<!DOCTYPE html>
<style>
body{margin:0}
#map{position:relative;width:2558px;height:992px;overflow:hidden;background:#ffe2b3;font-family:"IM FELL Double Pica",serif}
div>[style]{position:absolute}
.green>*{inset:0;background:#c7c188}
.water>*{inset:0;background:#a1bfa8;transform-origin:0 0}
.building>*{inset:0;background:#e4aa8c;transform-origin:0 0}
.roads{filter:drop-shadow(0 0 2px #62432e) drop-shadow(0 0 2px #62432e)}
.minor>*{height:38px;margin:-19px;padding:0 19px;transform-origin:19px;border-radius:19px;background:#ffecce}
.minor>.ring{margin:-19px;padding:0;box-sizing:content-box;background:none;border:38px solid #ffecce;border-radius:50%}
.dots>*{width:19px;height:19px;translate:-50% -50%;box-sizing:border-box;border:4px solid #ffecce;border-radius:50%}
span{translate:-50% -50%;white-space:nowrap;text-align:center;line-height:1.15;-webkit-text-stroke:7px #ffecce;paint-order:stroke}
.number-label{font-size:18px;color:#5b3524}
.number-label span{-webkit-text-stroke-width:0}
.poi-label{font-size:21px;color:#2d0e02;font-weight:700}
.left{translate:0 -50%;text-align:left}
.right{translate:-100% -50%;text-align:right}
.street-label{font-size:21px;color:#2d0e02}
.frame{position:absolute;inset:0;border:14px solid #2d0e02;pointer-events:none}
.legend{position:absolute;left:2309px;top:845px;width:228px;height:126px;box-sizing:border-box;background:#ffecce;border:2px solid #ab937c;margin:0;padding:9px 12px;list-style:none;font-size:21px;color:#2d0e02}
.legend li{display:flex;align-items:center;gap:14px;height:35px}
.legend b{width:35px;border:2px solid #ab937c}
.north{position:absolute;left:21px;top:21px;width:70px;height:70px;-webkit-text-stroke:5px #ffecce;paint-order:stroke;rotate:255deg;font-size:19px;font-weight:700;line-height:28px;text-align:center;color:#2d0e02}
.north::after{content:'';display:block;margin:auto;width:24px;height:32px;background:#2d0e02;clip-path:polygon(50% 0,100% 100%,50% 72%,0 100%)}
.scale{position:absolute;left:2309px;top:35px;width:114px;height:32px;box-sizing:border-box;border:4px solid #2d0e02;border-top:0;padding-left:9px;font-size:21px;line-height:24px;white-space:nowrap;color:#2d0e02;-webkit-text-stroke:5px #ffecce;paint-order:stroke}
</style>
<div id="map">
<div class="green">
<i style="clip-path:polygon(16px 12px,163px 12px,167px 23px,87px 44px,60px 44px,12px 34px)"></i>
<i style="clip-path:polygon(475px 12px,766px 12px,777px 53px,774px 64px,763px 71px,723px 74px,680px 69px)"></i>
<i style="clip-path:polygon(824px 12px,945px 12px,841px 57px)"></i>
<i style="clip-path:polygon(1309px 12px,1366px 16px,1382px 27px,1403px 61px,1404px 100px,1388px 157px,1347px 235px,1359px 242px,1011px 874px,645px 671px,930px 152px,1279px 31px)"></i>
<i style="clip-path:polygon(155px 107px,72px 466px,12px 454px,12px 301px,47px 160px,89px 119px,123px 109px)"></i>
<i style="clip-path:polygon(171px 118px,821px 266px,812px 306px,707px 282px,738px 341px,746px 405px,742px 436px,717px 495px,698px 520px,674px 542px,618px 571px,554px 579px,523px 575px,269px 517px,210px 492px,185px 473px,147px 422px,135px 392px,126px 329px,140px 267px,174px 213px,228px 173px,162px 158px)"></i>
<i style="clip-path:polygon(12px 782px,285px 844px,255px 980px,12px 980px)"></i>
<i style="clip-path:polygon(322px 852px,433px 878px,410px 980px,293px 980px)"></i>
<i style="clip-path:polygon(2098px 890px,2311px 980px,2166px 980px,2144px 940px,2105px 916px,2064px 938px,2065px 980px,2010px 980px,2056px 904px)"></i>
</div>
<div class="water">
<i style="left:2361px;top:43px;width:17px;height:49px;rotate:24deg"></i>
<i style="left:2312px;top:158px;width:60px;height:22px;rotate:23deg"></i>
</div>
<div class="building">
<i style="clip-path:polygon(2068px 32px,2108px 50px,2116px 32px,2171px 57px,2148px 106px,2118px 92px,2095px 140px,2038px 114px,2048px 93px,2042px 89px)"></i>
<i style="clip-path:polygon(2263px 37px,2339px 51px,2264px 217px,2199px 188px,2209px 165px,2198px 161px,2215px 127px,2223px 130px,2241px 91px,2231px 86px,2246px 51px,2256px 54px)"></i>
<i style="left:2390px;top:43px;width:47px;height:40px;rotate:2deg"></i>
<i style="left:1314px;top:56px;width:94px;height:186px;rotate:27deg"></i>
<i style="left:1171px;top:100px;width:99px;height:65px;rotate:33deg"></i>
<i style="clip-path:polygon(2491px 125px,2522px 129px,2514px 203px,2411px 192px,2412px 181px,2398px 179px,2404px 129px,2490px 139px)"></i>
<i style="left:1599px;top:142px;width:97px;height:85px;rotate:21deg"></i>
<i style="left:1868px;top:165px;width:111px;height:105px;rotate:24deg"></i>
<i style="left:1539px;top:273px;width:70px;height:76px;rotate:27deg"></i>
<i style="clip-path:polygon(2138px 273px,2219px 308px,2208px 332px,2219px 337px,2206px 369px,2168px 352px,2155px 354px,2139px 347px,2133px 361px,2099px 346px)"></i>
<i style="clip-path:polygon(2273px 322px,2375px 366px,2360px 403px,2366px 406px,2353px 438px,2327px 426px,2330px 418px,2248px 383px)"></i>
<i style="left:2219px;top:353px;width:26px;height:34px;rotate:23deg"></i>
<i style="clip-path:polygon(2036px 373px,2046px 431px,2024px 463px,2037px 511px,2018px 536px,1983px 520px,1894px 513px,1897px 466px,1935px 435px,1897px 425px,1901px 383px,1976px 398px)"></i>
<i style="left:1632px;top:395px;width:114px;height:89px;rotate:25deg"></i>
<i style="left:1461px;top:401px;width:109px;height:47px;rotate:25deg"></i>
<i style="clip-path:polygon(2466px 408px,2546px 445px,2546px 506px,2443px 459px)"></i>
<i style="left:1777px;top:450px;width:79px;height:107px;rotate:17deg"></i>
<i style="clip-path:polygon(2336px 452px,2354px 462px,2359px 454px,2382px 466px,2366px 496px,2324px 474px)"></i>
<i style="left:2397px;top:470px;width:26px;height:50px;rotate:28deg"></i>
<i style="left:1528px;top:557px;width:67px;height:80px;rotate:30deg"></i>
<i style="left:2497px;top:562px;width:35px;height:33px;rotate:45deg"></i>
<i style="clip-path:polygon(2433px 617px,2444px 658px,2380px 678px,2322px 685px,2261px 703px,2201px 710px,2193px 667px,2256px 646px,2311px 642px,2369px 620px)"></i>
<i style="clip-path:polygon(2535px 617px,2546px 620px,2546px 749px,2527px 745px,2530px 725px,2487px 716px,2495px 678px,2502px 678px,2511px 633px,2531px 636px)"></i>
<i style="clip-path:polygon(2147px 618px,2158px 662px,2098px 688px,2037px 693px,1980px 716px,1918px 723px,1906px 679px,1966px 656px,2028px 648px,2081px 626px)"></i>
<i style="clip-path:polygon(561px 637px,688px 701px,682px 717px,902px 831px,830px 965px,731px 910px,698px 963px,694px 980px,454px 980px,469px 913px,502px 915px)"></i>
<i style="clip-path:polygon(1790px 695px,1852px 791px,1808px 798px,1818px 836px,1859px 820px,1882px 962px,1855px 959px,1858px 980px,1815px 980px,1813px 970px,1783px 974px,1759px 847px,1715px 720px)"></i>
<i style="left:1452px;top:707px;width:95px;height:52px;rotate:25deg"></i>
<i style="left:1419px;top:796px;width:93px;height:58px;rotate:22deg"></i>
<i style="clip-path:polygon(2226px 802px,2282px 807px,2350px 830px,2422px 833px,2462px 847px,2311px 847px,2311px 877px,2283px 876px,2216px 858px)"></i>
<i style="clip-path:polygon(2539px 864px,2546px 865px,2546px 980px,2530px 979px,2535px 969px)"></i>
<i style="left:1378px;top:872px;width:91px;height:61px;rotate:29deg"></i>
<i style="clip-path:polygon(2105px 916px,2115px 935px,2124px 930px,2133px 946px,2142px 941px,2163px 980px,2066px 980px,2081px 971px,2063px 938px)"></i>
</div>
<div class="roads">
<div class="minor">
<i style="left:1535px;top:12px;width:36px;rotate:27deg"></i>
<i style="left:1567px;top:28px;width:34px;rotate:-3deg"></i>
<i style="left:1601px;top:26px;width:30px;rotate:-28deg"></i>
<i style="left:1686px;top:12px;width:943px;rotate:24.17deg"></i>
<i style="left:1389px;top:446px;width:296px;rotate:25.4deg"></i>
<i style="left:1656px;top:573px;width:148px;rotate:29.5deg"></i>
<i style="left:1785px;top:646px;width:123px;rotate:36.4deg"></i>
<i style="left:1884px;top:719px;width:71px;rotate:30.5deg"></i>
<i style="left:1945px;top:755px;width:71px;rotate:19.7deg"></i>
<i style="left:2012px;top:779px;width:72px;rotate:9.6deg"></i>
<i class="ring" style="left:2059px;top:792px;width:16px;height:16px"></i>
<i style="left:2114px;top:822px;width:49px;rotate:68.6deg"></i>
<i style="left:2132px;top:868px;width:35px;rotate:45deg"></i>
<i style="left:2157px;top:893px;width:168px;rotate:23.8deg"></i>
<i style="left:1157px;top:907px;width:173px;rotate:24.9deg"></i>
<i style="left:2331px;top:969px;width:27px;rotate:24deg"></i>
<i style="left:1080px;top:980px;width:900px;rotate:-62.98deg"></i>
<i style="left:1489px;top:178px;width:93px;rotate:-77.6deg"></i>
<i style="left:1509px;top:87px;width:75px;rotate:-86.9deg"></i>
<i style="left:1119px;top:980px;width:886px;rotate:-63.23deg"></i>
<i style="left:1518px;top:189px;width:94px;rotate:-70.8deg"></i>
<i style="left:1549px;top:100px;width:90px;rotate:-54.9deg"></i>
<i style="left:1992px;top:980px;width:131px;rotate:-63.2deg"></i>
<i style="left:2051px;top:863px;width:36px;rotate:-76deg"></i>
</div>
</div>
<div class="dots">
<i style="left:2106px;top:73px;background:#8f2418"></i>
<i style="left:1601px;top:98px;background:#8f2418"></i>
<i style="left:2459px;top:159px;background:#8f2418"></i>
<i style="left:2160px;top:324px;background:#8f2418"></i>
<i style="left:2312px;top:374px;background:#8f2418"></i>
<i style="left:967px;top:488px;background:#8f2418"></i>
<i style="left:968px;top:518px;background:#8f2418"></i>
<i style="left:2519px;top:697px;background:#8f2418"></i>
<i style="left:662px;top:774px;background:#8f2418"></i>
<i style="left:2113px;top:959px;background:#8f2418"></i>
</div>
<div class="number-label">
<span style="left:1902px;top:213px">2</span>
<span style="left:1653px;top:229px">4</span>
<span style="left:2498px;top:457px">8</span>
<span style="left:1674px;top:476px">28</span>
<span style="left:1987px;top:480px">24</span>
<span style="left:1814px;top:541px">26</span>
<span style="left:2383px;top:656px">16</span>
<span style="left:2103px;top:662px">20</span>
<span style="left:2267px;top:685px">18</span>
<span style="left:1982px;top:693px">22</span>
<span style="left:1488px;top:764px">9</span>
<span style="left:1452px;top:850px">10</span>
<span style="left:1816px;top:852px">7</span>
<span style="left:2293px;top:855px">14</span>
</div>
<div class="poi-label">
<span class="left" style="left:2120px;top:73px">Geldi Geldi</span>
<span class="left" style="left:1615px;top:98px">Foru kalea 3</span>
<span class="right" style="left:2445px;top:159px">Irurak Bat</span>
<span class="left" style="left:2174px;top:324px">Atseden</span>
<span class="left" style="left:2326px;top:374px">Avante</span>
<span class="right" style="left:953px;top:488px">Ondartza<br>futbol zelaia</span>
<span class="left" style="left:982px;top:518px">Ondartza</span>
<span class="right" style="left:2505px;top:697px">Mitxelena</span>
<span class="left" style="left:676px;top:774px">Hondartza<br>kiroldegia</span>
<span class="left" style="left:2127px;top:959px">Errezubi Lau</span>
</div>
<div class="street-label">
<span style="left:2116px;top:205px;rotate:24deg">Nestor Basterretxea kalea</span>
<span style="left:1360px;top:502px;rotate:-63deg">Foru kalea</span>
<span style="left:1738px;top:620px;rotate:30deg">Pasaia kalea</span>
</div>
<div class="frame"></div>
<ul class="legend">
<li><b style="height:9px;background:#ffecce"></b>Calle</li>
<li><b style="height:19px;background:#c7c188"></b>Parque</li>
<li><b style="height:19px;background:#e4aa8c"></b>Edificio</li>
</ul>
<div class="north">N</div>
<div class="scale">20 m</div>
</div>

- Exercise goal -
Determine how many lines in the listing above contain the word "water". Provide that figure only.

- Answer space -
2